What follows is what we believe are the most important financial benefit changes that people should be aware of:
1. In 2017, the SS income rate increased by only .3%. People often refer to this meager raise as a COLA or cost of living adjustment. Why is this important? This means that the average retired couple’s monthly SS retirement benefit increased from around $2,254.00 last year to about $2,260.00. Some folks depend on increases based on trends from the past. Know the current numbers to best plan for the years to come.
2. The monthly maximum benefit for the majority of people receiving SS payments increases by $48.00 to $2,687.00 per month. This means some folks will pocket an extra $576.00 just due to the monthly increase.
3. This one is specifically for those disabled and collecting disability benefits in 2017. The changes happening within the disability system are far too numerous for this post, however, I do want to note one important change. Anyone on SSD/SSI benefits is familiar with the term “substantial gainful activity” or “SGA”. Well, in 2017, the SGA rate for blind persons raises to $1,790.00 per month, up $10.00. SSI rates are up as well, although not by much. These rates go from $735.00 per individual and $1,103.00 for qualifying couple (before adding in the state supplement). A raise is a raise though, right?
4. Good news for folks who are collecting their SS retirement benefits while still working! If you elected to start collecting retirement benefits before your full retirement age, you can earn more money without facing penalties in 2017. That raise jumps from a max earnings of $1,310.00 in 2016 to $1,410.00 per month in 2017. If you waited to start collecting your retirement until your full retirement age, you can earn $3,740.00 per month before facing penalties. That is way up from the cap of $3,490.00 seen in 2016. Want even better news? If you were able to wait until after reaching your full retirement age to draw these benefits, there is no cap whatsoever.

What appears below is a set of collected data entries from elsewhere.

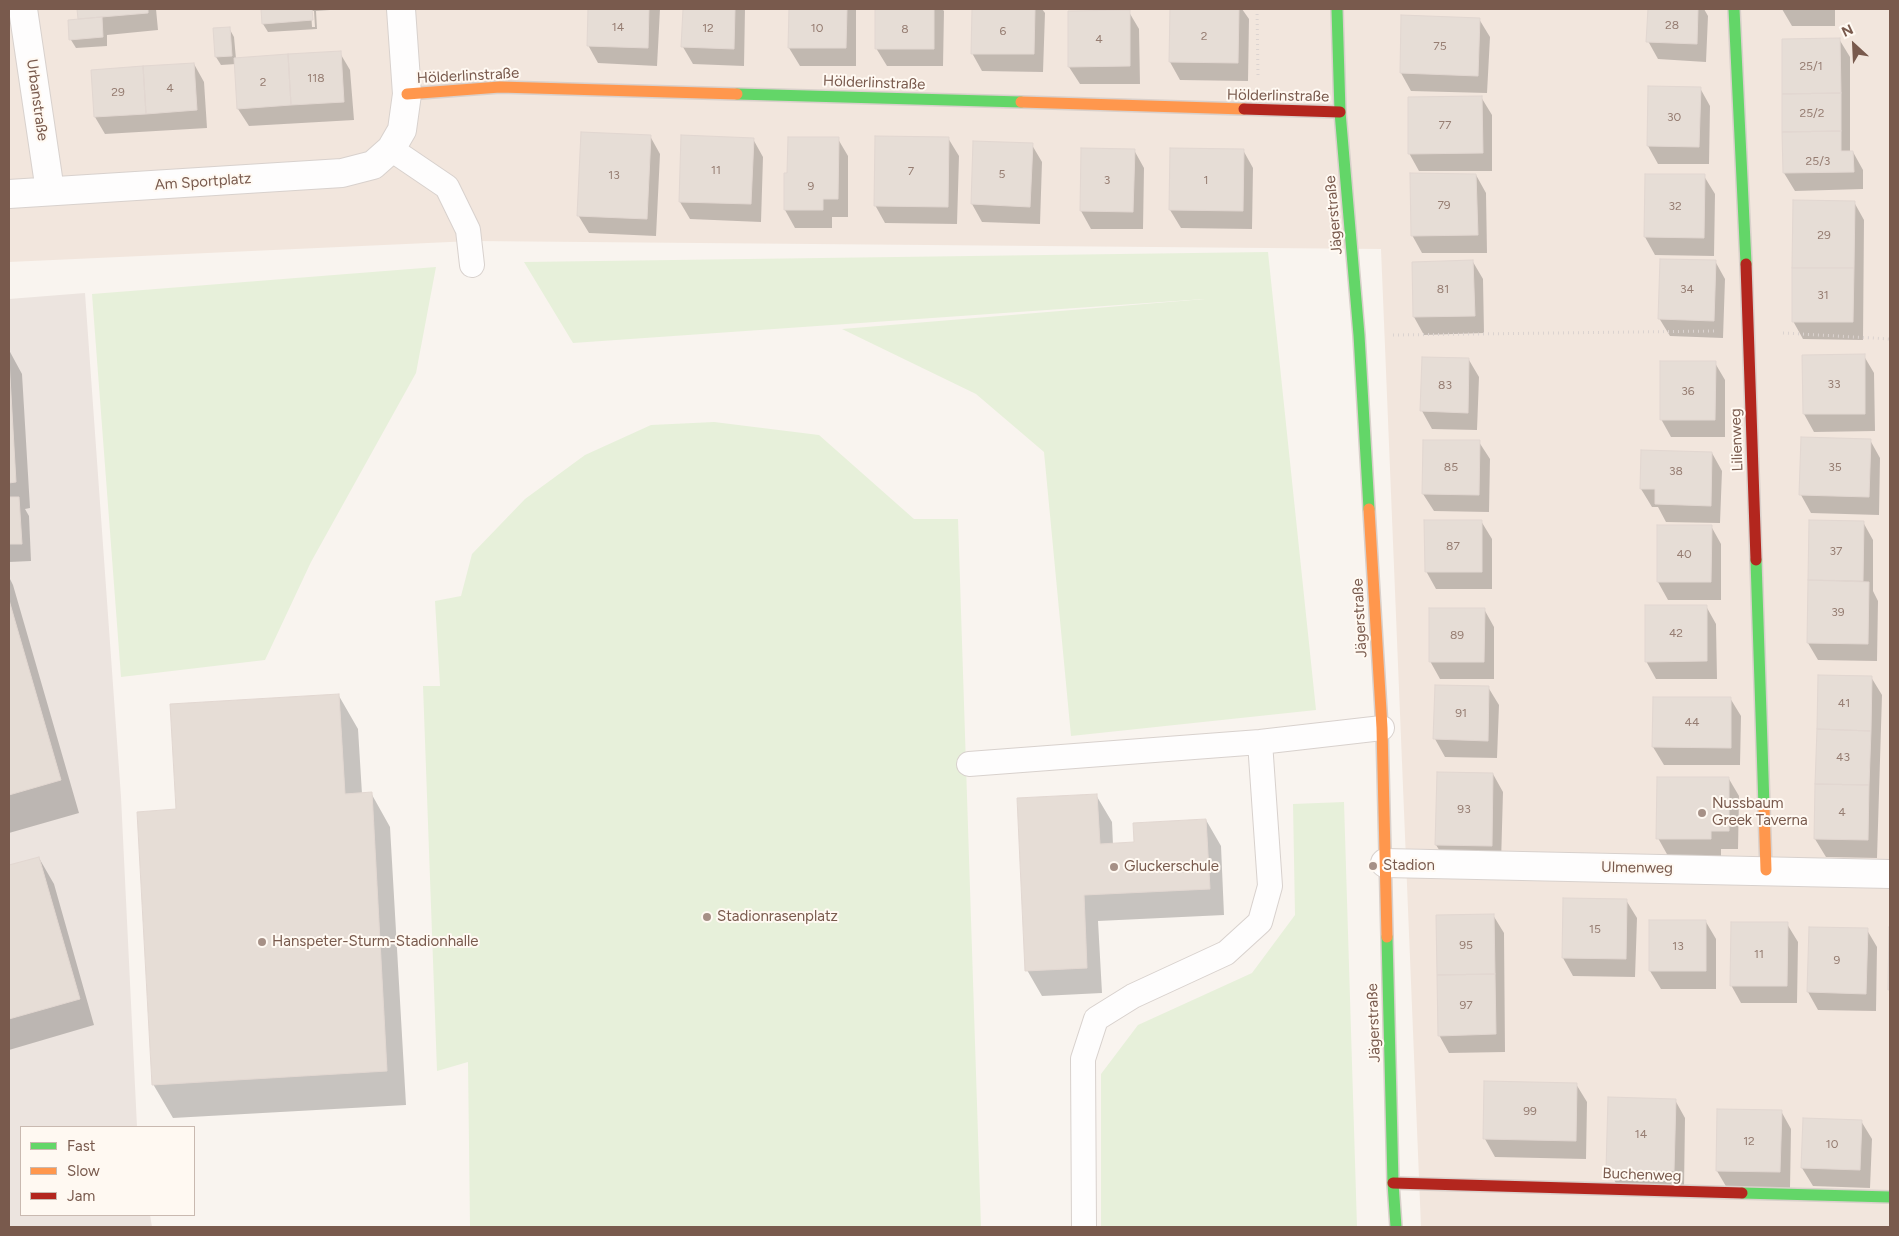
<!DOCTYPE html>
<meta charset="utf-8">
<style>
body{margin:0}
#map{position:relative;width:1899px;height:1236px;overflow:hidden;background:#f9f4ef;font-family:Figtree,sans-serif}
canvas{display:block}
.frame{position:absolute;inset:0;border:10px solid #795a4d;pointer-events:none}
.legend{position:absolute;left:20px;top:1126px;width:175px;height:90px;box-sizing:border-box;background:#fff9f2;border:1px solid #c9b9b0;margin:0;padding:6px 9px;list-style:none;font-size:15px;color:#795a4d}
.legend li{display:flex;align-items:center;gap:10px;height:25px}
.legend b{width:25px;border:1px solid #c9b9b0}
.north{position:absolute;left:1829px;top:20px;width:50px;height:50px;-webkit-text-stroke:4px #fff9f2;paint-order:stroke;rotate:335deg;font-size:14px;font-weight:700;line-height:20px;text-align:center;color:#795a4d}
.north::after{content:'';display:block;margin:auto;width:18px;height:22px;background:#795a4d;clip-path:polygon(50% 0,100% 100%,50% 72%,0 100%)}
</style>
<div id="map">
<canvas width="1899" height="1236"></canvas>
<div class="frame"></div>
<ul class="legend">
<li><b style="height:6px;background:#63d668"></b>Fast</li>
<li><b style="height:6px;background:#ff974d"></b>Slow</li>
<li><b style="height:6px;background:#b3261e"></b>Jam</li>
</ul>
<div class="north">N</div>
</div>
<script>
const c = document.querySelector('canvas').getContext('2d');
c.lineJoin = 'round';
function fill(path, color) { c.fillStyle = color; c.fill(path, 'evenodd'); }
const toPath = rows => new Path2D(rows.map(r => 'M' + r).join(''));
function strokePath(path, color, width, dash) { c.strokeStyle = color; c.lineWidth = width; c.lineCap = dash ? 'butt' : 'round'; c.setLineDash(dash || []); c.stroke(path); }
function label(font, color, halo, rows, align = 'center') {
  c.font = font + ' Figtree,sans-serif'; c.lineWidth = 4; c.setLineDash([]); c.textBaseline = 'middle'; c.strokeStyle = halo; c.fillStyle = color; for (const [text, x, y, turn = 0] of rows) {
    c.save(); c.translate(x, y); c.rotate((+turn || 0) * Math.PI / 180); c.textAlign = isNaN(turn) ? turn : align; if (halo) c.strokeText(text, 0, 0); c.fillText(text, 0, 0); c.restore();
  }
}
fill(toPath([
 [9,9,1890,9,1890,1227,1421,1227,1381,249,472,241,9,262]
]), '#f2e6dd');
fill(toPath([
 [85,293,121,797,137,1127,21,1127,21,1215,150,1215,152,1227,9,1227,9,299]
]), '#ece4df');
fill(toPath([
 [1268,252,1316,710,1071,736,1044,452,976,394,842,329,1205,299,573,343,524,262],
 [436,267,416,373,311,562,265,660,121,677,92,294],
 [714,422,819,435,914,519,958,519,981,1227,470,1227,468,1062,437,1071,423,686,440,686,435,601,461,596,472,554,525,499,585,455,651,425],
 [1344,802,1357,1227,1101,1227,1101,1074,1138,1025,1252,973,1295,915,1293,804]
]), '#e7f0da');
fill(toPath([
 [79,9,156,9,158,30,107,35,107,46,76,48,71,40,80,20],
 [262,9,344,9,316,11,317,29,268,32,263,24],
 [311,11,314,11,315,27,312,27],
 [590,9,660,9,657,66,598,63,588,45],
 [684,9,745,9,744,66,693,64,683,47],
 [790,9,856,9,856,66,800,66,789,48],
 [876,9,942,9,944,11,943,66,887,66,876,48],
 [973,9,1042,9,1045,13,1043,72,982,71,972,53],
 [1171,9,1242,9,1249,19,1248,81,1180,80,1170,62],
 [1649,9,1704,9,1708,16,1706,62,1658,59,1648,41],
 [1782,9,1835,9,1835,26,1792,26],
 [1129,12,1139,29,1140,84,1080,84,1069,67],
 [1403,16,1479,19,1490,37,1487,93,1411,91,1401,73],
 [229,28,234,37,236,59,340,53,350,70,354,120,249,126,238,109,236,64,221,65,216,57],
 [1839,39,1850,57,1850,152,1853,152,1863,170,1863,189,1795,191,1784,173],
 [194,64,204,82,207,128,105,134,95,117],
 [1700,88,1710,106,1709,164,1658,164,1648,146],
 [1481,97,1492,115,1492,171,1419,171,1409,153],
 [650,136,660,154,656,236,589,233,578,215],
 [948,138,959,156,957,224,885,223,875,205],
 [753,139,763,157,761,222,690,219,680,202],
 [838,139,848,156,848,217,832,217,832,228,795,228,785,210,785,174],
 [1032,145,1042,162,1040,224,982,222,972,204],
 [1172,149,1243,150,1253,168,1252,229,1181,228,1170,210],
 [1134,150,1144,168,1143,229,1091,229,1081,211],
 [1476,175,1486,193,1487,253,1422,253,1412,235],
 [1646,175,1704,176,1715,194,1714,256,1655,255,1645,237],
 [1854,202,1864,220,1863,340,1803,339,1793,321],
 [1715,261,1725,279,1723,338,1670,336,1659,318],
 [1473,262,1483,279,1484,333,1424,335,1414,317],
 [9,350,22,374,30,508,25,509,29,516,31,561,9,562],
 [1864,356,1874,373,1875,431,1814,432,1804,414],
 [1423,358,1469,360,1479,377,1477,430,1432,429,1422,411],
 [1715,363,1725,380,1725,437,1671,437,1661,419],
 [1802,439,1870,440,1880,458,1879,515,1811,513,1801,495],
 [1479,442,1490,459,1489,512,1434,511,1423,494],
 [1712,453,1722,471,1720,523,1666,522,1658,507,1652,507,1641,489],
 [1481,521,1492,539,1492,589,1436,589,1426,571],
 [1810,521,1863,522,1873,540,1873,591,1878,601,1877,661,1818,660,1808,643],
 [1711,526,1721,544,1721,600,1668,600,1658,582],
 [9,577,13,585,79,813,9,833],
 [1706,606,1716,624,1717,679,1656,679,1646,661],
 [1484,609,1494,627,1494,679,1440,679,1430,661],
 [1871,677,1882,695,1877,858,1826,857,1815,839],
 [1436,686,1488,687,1499,705,1497,758,1445,757,1435,739],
 [339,696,358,729,362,794,371,793,390,827,406,1105,173,1118,153,1084,177,810],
 [1730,698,1741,716,1740,765,1664,765,1653,747],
 [1493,774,1503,792,1501,863,1447,862,1436,845],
 [1729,779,1739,796,1738,849,1721,849,1721,856,1668,856,1658,838],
 [1096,795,1112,822,1113,845,1135,844,1206,820,1221,846,1224,915,1098,921,1102,993,1042,996,1027,970],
 [39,858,54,884,94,1025,9,1050,9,867],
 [1626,900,1637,918,1635,977,1573,976,1563,958],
 [1493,915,1504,933,1505,1052,1449,1053,1439,1035],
 [1650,922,1706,922,1716,939,1716,989,1661,989,1650,971],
 [1787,924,1798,942,1797,1003,1741,1003,1731,985],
 [1867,930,1877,947,1876,1011,1818,1010,1808,992],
 [1576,1084,1587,1102,1586,1159,1495,1157,1485,1139],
 [1675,1100,1685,1118,1684,1188,1618,1187,1608,1169],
 [1781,1111,1791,1129,1790,1189,1727,1188,1717,1171],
 [1804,1119,1861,1121,1872,1139,1870,1188,1813,1186,1802,1168]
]), '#0003');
const building = toPath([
 [77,9,148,9,148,13,78,19,77,9],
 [261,9,312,9,313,20,262,24,261,9],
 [588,9,649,9,648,48,587,46,588,9],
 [683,9,735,9,734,49,681,47,683,9],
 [789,9,847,9,846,48,788,48,789,9],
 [875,9,934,9,934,49,875,49,875,9],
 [972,9,1035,9,1034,54,971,54,972,9],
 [1170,9,1239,9,1238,63,1169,62,1170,9],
 [1648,9,1698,9,1697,44,1646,42,1648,9],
 [1130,10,1130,66,1068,67,1068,11,1130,10],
 [1401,15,1480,18,1478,76,1400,73,1401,15],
 [102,17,103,37,69,40,68,20,102,17],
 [230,27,232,56,215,57,213,28,230,27],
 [1840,38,1841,93,1782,94,1782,39,1840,38],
 [341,51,344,102,291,105,288,54,341,51],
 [288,54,291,105,237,109,234,58,288,54],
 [194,63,197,110,146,114,143,66,194,63],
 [143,66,146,114,94,117,91,70,143,66],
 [1648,86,1701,87,1699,147,1647,146,1648,86],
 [1841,93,1841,131,1782,132,1782,94,1841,93],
 [1482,96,1483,153,1408,154,1408,97,1482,96],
 [1841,131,1841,151,1853,151,1854,172,1783,173,1782,132,1841,131],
 [581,132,651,135,647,219,577,216,581,132],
 [681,135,754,138,751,204,679,202,681,135],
 [875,136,949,137,948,207,874,206,875,136],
 [788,137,839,137,838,199,823,199,823,210,784,210,784,173,787,173,788,137],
 [973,141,1033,143,1030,207,971,204,973,141],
 [1081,148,1135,149,1133,212,1080,211,1081,148],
 [1170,148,1244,149,1243,211,1169,210,1170,148],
 [1410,173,1476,174,1478,235,1411,236,1410,173],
 [1645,174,1705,174,1704,238,1644,237,1645,174],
 [1793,200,1855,201,1854,268,1792,268,1793,200],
 [1660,259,1716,260,1714,321,1658,319,1660,259],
 [1473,260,1475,316,1413,317,1412,262,1473,260],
 [1792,268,1854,268,1853,322,1792,322,1792,268],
 [1865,354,1865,414,1803,414,1802,355,1865,354],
 [1422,357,1469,358,1468,413,1420,411,1422,357],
 [9,359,16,482,9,483,9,359],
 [1660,361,1716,361,1715,420,1660,420,1660,361],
 [1801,437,1871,439,1869,497,1799,495,1801,437],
 [1423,440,1480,440,1479,495,1422,494,1423,440],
 [1641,450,1712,452,1711,506,1655,504,1655,489,1640,489,1641,450],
 [9,497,19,497,22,544,9,544,9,497],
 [1424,520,1482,520,1482,572,1425,572,1424,520],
 [1809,520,1864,521,1863,581,1808,580,1809,520],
 [1657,525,1712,525,1711,582,1657,582,1657,525],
 [1808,580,1869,582,1868,644,1807,643,1808,580],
 [9,600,61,780,9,795,9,600],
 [1645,605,1707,605,1707,661,1645,662,1645,605],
 [1429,608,1485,608,1484,662,1429,662,1429,608],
 [1818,675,1872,676,1871,731,1817,729,1818,675],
 [1435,685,1489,686,1488,741,1433,739,1435,685],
 [339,694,345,794,372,792,387,1071,152,1085,137,812,176,809,170,704,339,694],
 [1653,697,1731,697,1731,748,1652,747,1653,697],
 [1817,729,1871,731,1869,785,1815,784,1817,729],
 [1437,772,1493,773,1492,846,1435,845,1437,772],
 [1657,777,1729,777,1729,831,1711,831,1711,839,1656,839,1657,777],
 [1815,784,1869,785,1868,840,1814,839,1815,784],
 [1097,794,1100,844,1134,842,1133,823,1206,819,1210,889,1084,895,1087,968,1025,971,1017,798,1097,794],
 [39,857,80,999,9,1019,9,865,39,857],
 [1563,898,1627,899,1626,959,1562,958,1563,898],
 [1494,914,1495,974,1437,975,1436,915,1494,914],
 [1649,920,1706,920,1706,971,1649,971,1649,920],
 [1731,922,1788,922,1787,986,1730,986,1731,922],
 [1809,927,1868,928,1866,994,1807,992,1809,927],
 [1889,927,1890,927,1890,990,1888,990,1889,927],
 [1495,974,1496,1034,1438,1036,1437,975,1495,974],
 [1484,1081,1577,1083,1576,1141,1483,1139,1484,1081],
 [1608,1097,1676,1099,1674,1171,1606,1170,1608,1097],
 [1717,1109,1782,1110,1780,1172,1716,1171,1717,1109],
 [1803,1118,1862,1120,1860,1170,1801,1168,1803,1118]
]);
fill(building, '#e6ddd6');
strokePath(building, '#e2d7d1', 1);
const lane = toPath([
 [391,149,447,187,468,230,472,265],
 [969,764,1260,742,1382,728],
 [1084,1227,1083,1059,1096,1019,1133,996,1226,953,1260,922,1270,886,1260,742]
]);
const street = toPath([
 [23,9,50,191],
 [9,194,342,173,373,165,391,149,402,130,407,94,401,9],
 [1385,863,1890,874]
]);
const fast = toPath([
 [1337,9,1340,112,1359,335,1369,509],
 [1734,9,1746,264],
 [737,94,1021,102],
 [1756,560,1764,807],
 [1387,937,1393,1183,1396,1227],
 [1742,1193,1890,1197]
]);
const slow = toPath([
 [407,94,500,87,737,94],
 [1021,102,1244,109],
 [1369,509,1382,728,1387,937],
 [1764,807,1766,870]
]);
const jam = toPath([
 [1244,109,1340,112],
 [1746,264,1756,560],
 [1393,1183,1742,1193]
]);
strokePath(lane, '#d8d1cd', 26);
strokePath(street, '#d8d1cd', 30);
strokePath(fast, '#d9d0cb', 14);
strokePath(slow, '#d9d0cb', 14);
strokePath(jam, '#d9d0cb', 14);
strokePath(toPath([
 [1257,9,1258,76],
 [1783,333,1890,339],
 [1393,335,1714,331]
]), '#dbd3d0', 3, [1, 4]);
strokePath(lane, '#fefdfd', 24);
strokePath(street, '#fefdfd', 28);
strokePath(fast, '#63d668', 11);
strokePath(slow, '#ff974d', 11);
strokePath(jam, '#b3261e', 11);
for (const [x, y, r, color] of [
 [1702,813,5,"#a69086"],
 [1373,866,5,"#a69086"],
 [1114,867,5,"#a69086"],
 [707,917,5,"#a69086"],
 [262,942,5,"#a69086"]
]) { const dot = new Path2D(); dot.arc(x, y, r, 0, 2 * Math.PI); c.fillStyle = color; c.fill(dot); strokePath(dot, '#fff9f2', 2); }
label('12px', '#967d72', null, [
 ["28",1672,25],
 ["14",618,27],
 ["12",708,28],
 ["10",817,28],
 ["8",905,29],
 ["6",1003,31],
 ["2",1204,36],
 ["4",1099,39],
 ["75",1440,46],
 ["25/1",1811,66],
 ["118",316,78],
 ["2",263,82],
 ["4",170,88],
 ["29",118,92],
 ["25/2",1812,113],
 ["30",1674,117],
 ["77",1445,125],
 ["25/3",1818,161],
 ["11",716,170],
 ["7",911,171],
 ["5",1002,174],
 ["13",614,175],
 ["3",1107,180],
 ["1",1206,180],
 ["9",811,186],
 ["79",1444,205],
 ["32",1675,206],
 ["29",1824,235],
 ["81",1443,289],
 ["34",1687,289],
 ["31",1823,295],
 ["33",1834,384],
 ["83",1445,385],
 ["36",1688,391],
 ["85",1451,467],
 ["35",1835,467],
 ["38",1676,471],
 ["87",1453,546],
 ["37",1836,551],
 ["40",1684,554],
 ["39",1838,612],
 ["42",1676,633],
 ["89",1457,635],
 ["41",1844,703],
 ["91",1461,713],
 ["44",1692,722],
 ["43",1843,757],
 ["93",1464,809],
 ["4",1842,812],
 ["15",1595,929],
 ["95",1466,945],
 ["13",1678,946],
 ["11",1759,954],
 ["9",1837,960],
 ["97",1466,1005],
 ["99",1530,1111],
 ["14",1641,1134],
 ["12",1749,1141],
 ["10",1832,1144]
]);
label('15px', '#795a4d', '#fff9f2', [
 ["Hölderlinstraße",468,76,-3],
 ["Hölderlinstraße",874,83,2],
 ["Hölderlinstraße",1278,96,1],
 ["Urbanstraße",37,100,82],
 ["Am Sportplatz",203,182,-4],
 ["Jägerstraße",1334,215,-95],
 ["Lilienweg",1737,440,-92],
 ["Jägerstraße",1360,618,-93],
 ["Ulmenweg",1637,868,1],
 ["Jägerstraße",1374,1023,-92],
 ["Buchenweg",1642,1175,2]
]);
label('15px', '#795a4d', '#fff9f2', [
 ["Nussbaum",1712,804],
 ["Greek Taverna",1712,821],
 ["Stadion",1383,866],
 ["Gluckerschule",1124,867],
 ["Stadionrasenplatz",717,917],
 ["Hanspeter-Sturm-Stadionhalle",272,942]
], 'left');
</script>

5. This one applies to the working class that is currently paying into the system. I should note that we may see a change in these figures with a new president in office. However, presently, the amount of income subject to Social Security taxes has increased for those making between $118,500.00 and $127,200.00. If your income falls within this bracket, you will note that while in 2016, you only had to pay the 1.45% income tax for Medicare, in 2017, you will be required to pay the full 7.65% for both SS, as well as, Medicare. Self-employed folks who are required to pay both the employer and employee portions of this tax will pay 15.3% on all income up to the max income listed above. Making over 200K or making 250K between yourself and your spouse? Then you will also have to pay an additional .9% Medicare tax.